Bedřich Reicin (29 September 1911 – 3 December 1952) was a Czech politician and army officer of the Czechoslovak Army.

==Biography==
Reicin was born on 29 September 1911 in Přerov. He was born into a poor Jewish family (his birth name was Friedrich Reinzinger, sometimes written as Reicinger). He first studied at a gymnasium, and later at a business college from which he was expelled after discovery of his activism for the communist party. In the 1930s, Reicin became a functionary of a communist youth organization and contributor of the party newspaper Rudé právo. After the occupation of Czechoslovakia by Nazi Germany in 1939, he was imprisoned by the Gestapo. He was released after seven months and, in 1940, he managed to flee into the Soviet Union. There he worked as a radio propagandist. After the attack by Germany on Soviet Union, he was interned (as were many people having Protectorate of Bohemia and Moravia citizenship). In February 1942, he joined the newly formed First Czechoslovak Army Corps and soon became a propaganda officer there. In 1945, Reicin was named the head of the counter-intelligence service of the Corps, a role he reprised after the war. Between 1948 and 1951, Reicin served as the Deputy Minister of Defense, responsible for army personnel management. In 1948, he obtained the rank of brigadier general, and in 1950 the rank of divisional general.

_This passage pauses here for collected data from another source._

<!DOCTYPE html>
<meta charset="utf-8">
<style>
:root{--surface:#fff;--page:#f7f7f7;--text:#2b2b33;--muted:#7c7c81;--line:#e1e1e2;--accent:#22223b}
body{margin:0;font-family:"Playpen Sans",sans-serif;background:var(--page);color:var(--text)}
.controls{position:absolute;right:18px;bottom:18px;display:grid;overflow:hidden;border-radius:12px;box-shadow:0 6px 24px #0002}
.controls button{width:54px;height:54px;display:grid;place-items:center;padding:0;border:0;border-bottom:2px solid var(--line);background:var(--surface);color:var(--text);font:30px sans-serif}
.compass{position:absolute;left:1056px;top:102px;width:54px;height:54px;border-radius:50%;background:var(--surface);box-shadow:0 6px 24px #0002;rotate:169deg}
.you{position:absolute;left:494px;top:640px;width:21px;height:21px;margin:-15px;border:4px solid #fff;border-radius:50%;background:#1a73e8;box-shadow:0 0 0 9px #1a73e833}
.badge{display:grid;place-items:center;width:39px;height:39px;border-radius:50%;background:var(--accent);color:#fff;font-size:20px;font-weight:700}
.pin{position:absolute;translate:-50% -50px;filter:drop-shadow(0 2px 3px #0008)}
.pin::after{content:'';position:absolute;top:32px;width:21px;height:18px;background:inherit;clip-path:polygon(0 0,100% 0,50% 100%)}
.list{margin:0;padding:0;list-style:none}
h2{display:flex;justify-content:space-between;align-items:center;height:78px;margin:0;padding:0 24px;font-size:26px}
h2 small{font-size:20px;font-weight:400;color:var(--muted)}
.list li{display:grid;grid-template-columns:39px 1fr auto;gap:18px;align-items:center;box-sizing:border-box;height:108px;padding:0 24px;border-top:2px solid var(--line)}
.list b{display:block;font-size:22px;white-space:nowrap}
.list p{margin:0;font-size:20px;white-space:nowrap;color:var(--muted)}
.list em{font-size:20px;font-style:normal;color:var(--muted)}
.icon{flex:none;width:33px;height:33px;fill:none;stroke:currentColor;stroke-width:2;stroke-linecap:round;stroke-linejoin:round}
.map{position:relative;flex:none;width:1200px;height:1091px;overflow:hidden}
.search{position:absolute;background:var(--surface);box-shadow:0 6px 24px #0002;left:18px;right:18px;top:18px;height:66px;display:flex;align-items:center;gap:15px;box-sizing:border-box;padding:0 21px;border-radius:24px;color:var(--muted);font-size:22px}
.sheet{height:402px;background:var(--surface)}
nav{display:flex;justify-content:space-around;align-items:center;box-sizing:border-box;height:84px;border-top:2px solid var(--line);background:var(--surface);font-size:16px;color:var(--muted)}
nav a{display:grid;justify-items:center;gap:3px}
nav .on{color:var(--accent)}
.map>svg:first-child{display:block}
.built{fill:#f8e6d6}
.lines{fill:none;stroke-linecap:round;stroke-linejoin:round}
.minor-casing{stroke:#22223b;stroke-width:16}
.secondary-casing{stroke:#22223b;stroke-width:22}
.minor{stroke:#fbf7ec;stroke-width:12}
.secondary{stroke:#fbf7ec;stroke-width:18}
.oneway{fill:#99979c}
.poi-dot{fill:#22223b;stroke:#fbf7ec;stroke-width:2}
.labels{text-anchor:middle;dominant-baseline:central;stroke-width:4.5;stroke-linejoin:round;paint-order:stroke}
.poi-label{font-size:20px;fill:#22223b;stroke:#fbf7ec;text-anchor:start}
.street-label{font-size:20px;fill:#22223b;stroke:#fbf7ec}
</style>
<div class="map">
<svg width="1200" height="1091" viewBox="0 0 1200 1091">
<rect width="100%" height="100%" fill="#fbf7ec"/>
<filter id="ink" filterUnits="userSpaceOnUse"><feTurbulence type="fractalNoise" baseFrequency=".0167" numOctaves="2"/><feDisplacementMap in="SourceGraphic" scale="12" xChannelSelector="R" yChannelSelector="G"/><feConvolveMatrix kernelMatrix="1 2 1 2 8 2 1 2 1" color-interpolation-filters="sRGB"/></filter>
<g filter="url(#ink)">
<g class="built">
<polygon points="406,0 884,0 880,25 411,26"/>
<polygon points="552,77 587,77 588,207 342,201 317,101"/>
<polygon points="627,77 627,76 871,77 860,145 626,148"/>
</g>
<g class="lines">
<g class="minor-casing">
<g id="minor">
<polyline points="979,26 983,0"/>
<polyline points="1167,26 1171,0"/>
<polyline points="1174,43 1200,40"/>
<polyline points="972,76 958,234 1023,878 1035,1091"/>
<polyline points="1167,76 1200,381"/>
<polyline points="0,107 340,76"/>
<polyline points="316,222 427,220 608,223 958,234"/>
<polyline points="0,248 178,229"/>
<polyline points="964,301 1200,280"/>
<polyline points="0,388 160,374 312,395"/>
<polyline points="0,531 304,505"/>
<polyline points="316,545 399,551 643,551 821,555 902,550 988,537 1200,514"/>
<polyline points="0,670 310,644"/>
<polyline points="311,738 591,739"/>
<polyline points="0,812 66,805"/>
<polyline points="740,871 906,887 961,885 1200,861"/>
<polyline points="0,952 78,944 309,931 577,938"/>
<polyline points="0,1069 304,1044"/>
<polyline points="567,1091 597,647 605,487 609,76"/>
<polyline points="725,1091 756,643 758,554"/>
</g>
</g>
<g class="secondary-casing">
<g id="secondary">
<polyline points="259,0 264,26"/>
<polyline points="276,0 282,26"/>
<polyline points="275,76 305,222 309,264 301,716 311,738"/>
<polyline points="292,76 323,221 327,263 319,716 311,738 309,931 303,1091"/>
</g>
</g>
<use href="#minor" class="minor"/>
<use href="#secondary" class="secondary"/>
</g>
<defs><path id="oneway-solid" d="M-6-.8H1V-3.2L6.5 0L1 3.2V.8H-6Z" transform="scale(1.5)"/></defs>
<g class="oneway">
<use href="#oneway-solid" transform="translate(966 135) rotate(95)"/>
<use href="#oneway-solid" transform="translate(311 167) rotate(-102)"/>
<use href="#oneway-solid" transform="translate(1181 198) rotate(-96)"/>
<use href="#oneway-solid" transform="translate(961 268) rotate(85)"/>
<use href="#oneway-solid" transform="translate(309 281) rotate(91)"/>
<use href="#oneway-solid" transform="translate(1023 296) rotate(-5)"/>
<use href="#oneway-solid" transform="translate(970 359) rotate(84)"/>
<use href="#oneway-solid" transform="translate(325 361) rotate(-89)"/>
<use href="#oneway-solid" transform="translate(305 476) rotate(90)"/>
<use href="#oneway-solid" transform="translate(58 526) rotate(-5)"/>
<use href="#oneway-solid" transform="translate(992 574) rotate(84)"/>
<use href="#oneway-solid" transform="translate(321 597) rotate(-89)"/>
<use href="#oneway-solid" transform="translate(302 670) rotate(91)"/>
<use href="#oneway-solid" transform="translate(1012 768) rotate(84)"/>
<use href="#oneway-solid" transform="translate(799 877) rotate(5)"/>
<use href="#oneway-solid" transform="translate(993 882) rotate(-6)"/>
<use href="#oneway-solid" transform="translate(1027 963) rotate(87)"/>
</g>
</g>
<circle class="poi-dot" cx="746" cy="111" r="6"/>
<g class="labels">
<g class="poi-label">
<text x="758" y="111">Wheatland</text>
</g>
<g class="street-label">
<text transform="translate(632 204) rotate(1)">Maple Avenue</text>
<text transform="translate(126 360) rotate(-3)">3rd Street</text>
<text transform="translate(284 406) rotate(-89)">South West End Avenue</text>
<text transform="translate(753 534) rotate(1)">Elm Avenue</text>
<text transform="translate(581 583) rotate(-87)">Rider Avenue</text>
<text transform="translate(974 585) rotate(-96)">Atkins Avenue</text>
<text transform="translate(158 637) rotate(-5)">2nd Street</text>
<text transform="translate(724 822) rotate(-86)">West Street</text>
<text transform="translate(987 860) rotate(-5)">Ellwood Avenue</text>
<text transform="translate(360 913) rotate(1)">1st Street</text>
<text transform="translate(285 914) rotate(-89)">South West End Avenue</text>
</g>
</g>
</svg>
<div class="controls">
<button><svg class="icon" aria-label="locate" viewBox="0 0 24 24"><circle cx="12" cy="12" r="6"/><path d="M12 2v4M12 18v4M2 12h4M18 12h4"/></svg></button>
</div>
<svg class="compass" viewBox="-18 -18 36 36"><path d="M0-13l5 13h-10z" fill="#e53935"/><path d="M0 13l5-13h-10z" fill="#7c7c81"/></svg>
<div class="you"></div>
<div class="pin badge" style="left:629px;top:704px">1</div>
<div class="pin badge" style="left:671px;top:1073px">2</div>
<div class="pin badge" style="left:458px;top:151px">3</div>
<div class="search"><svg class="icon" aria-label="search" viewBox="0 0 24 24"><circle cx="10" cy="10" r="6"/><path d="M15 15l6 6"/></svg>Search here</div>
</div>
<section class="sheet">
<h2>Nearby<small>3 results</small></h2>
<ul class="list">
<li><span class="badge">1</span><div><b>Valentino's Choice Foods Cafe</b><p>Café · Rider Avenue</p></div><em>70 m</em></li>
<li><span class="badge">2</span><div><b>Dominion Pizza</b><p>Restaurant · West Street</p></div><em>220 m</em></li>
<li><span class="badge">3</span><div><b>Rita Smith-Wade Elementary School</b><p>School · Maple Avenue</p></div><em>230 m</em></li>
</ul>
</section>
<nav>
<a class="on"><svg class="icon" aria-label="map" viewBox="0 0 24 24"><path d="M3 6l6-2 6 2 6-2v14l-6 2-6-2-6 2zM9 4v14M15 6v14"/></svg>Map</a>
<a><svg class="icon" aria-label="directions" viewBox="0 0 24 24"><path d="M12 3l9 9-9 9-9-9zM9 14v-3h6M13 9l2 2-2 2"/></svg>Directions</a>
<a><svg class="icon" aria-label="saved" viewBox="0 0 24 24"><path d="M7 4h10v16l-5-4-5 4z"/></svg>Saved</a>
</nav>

During and after the war, Reicin always promoted interests of the communist party in the army. After February 1948, he organized mass purges of officers who were felt to not be loyal enough to the new regime (including flying ace František Peřina). His behind-the-scene work made him very powerful in the military and political hierarchy. Alexej Čepička, who had been the Minister of Defense since 1950, felt threatened by Reicin and conspired against him. In February 1951, Reicin and many of his coworkers were imprisoned. Reicin was selected for participation in the Slánský Trial, and for year and half was prepared and tortured to fit the role. One of the accusations was handing Julius Fučík (a communist journalist) over to the Gestapo, a technical impossibility since Reicin was already in the Soviet Union at this time. At the Slánský Trial, Reicin and ten others were sentenced to death and hanged at Pankrác Prison in Prague. He died on 3 December 1952.